Space Age Streamliner
Created by the legendary Bill Stroppe and associates for the 1957 Daytona Speed Trials as a factory experiment, the Mercury Mermaid was built to go as fast as possible and look great while doing so. Looking a bit like a boxy Jaguar D-Type on steroids, the Mermaid featured a giant tailfin just behind the driver and an almost completely flat, enclosed cockpit built by Eddie Kuzma. The car was thus made as aerodynamic as a chrome laden domestic land barge of that era could be without modifying the lower half. In other words, the Mermaid was the automotive equivalent of something of an inverted mullet-style haircut with the party (racing) up top and the practical (business) down below.

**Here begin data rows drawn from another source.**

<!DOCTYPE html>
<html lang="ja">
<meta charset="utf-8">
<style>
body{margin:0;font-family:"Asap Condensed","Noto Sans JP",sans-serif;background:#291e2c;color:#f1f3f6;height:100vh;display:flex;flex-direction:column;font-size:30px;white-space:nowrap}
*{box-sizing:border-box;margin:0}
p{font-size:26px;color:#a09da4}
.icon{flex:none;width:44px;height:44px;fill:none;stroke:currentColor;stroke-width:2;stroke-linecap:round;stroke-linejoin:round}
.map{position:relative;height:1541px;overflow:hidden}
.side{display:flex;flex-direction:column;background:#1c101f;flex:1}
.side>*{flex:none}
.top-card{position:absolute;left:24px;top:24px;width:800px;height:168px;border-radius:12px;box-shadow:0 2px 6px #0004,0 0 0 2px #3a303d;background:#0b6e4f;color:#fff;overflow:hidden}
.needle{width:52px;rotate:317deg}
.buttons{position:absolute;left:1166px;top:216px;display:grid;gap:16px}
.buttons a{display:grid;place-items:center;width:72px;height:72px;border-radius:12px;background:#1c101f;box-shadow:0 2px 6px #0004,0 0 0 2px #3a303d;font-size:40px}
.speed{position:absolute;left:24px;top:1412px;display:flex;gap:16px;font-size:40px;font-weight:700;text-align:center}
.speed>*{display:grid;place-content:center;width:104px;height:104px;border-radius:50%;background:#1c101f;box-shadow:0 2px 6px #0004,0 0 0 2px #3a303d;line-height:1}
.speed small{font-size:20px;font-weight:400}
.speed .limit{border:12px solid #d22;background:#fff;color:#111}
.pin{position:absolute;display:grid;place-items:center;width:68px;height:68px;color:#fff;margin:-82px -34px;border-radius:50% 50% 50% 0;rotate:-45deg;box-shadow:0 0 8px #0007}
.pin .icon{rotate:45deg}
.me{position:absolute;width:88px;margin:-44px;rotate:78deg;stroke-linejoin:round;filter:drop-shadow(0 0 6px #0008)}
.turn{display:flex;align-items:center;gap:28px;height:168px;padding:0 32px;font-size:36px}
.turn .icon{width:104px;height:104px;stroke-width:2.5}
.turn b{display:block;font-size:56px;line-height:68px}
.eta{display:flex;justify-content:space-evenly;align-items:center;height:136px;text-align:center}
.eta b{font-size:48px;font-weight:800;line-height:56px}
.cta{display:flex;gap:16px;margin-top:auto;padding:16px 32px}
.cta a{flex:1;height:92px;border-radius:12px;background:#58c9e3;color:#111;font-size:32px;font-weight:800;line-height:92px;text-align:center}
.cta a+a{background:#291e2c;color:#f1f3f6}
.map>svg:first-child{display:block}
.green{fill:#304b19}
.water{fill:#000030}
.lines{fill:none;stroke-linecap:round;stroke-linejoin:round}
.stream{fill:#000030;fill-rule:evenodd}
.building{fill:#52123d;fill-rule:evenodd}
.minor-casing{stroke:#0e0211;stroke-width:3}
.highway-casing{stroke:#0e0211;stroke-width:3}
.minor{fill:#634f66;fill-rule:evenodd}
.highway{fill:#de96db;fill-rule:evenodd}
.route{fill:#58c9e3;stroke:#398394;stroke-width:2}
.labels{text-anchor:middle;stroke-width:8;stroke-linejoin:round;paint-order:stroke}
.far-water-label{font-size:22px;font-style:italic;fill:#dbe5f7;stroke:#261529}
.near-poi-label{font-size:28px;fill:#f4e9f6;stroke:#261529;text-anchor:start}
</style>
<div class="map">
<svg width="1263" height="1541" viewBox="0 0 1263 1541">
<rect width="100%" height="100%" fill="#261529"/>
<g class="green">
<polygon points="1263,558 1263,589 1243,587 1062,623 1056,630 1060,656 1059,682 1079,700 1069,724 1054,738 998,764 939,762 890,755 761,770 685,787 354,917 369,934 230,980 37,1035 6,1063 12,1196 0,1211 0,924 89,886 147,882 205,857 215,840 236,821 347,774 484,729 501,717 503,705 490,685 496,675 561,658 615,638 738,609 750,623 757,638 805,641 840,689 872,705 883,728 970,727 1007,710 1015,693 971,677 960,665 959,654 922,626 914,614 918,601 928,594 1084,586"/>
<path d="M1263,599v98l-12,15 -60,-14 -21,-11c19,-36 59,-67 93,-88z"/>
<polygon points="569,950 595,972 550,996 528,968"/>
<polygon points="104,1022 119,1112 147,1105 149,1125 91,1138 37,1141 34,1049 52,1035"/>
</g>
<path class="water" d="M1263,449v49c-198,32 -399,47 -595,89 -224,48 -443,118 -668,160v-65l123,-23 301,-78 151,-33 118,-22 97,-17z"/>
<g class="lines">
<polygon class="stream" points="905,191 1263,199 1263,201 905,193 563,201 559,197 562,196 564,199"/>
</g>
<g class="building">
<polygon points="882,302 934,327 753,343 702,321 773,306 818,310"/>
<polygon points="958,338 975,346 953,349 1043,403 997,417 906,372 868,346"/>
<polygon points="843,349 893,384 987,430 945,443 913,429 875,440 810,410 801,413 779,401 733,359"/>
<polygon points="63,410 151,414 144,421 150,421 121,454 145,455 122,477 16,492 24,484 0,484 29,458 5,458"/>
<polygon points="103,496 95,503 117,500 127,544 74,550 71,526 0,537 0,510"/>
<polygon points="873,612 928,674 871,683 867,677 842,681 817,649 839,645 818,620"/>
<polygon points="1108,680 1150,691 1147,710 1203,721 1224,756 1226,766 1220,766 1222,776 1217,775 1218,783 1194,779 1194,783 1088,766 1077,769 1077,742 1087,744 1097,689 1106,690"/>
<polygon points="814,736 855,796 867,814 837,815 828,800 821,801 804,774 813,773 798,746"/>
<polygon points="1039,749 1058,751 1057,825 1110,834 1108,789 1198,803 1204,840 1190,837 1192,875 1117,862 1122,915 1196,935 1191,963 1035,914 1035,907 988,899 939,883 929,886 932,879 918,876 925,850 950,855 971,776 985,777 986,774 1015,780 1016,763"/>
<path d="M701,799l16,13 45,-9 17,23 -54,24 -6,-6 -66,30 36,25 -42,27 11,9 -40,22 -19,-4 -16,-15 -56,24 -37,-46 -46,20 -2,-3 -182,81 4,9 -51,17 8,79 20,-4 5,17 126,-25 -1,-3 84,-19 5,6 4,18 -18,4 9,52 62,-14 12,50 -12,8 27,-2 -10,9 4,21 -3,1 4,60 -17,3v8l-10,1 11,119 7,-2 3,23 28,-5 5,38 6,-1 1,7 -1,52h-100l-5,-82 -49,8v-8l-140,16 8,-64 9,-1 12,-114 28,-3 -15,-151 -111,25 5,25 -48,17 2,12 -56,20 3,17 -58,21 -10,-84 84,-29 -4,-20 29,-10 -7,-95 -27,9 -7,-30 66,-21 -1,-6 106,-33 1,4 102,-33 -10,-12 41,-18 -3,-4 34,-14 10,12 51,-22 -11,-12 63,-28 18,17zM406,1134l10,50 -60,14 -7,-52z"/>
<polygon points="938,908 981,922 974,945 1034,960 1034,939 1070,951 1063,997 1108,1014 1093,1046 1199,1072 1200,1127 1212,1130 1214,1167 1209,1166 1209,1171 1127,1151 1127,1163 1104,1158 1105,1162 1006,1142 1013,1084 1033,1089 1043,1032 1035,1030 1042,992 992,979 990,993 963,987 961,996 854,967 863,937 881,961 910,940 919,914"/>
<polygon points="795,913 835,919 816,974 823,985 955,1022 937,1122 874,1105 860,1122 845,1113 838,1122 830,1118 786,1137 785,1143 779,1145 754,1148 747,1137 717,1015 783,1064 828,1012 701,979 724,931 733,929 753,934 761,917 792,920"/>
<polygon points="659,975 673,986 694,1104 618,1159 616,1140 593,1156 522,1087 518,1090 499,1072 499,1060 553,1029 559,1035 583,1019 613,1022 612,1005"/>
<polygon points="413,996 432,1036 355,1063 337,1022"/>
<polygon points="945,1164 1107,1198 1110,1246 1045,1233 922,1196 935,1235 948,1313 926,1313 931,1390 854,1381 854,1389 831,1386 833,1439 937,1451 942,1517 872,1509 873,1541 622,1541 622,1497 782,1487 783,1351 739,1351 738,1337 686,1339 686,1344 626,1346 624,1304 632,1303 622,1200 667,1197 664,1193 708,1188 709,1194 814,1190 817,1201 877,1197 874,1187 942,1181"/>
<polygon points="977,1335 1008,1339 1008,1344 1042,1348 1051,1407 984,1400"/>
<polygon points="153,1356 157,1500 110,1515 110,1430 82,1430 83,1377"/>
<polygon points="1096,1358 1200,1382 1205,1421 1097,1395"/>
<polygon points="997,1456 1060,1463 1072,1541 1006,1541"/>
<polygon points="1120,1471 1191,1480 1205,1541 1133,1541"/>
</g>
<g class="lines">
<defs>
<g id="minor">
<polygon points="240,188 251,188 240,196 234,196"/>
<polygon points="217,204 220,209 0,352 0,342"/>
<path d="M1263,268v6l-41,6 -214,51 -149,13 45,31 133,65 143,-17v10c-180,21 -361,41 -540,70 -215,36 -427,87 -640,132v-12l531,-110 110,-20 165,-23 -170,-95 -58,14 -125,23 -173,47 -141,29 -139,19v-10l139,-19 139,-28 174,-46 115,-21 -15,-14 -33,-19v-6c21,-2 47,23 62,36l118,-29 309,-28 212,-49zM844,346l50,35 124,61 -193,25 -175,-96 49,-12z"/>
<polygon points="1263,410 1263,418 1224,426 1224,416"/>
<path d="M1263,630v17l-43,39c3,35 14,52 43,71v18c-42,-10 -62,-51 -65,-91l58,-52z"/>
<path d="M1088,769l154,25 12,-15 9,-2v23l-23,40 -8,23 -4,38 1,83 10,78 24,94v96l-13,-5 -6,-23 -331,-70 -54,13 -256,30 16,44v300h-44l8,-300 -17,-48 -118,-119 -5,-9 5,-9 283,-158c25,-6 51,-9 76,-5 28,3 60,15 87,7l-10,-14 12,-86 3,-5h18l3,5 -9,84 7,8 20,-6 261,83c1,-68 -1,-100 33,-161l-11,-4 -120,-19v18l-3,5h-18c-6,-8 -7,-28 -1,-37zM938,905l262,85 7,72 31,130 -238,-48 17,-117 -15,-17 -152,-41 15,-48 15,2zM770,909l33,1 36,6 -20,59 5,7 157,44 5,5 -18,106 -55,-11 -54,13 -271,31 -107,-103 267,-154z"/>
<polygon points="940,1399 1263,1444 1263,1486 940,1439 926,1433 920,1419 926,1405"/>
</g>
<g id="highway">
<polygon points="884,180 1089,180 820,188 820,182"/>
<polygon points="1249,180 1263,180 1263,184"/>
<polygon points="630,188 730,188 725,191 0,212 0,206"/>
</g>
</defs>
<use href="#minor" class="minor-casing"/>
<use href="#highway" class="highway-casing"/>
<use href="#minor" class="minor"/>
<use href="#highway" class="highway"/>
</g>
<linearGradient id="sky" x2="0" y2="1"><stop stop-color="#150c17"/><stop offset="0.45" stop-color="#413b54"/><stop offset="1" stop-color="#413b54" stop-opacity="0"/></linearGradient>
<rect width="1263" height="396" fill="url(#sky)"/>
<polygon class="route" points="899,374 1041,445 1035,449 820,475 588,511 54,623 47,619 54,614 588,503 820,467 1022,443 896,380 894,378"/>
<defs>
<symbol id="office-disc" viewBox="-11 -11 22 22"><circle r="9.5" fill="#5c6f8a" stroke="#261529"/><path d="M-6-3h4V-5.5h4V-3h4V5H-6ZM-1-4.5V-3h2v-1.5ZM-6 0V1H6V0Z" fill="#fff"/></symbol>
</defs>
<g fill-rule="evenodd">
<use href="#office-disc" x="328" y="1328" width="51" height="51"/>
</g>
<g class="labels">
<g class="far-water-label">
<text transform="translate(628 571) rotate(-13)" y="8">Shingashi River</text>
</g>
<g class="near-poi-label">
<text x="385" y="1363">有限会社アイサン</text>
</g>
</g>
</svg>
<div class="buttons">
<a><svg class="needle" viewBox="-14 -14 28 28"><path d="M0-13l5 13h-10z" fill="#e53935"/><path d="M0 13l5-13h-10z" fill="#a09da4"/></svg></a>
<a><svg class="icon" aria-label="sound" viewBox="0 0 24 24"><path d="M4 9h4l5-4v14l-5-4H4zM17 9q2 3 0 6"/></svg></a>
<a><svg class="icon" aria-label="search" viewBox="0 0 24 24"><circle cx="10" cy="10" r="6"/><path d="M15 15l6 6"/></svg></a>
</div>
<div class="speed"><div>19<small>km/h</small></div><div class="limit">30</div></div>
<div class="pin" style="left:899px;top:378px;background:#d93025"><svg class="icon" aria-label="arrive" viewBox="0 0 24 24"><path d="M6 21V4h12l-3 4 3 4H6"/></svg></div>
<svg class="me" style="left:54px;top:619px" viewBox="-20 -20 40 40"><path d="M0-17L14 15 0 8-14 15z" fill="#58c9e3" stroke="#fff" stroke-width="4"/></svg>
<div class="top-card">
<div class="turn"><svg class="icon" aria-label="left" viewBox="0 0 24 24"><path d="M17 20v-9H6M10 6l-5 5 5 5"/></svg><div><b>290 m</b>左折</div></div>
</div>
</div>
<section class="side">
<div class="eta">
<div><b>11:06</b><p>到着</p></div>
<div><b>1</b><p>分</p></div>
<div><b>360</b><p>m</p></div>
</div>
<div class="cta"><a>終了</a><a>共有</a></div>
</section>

Arriving at Daytona for the Daytona Speed Trials in February 1957, the Mercury Mermaid was an immediate showstopper, its radical look backed by an equally impressive amount of speed. By removing the car’s interior and windshield and installing a small, single driver’s side cockpit with an equally small windshield in its place, the Mercury’s team shaved a great deal of weight off the vehicle while also cutting down on the car’s drag. Stroppe and team flexed some serious muscle on the drivetrain by shoehorning in a Hilborn injected, bored-out 387 cubic inch Lincoln. On the beach, driver Art Chrisman pushed the car to a reported speed of 180 mph to prove that all those crazy looking design features were not simply for show. For whatever reason, the 180 mph top speed was not repeated and thus didn’t capture a speed record for the week. However, Chrisman captured second place for a standing mile record of 93.47 mph.
As with so many other iconic concepts, the Mermaid Merc was used in a number of promotional efforts by Mercury dealers before ultimately being parted out. The car has since been faithfully recreated and, whenever it appears on the show circuit, still manages to draw a crowd with its one-of-a-kind look. We recently spotted the recreation at this year’s Carlisle Ford Nationals.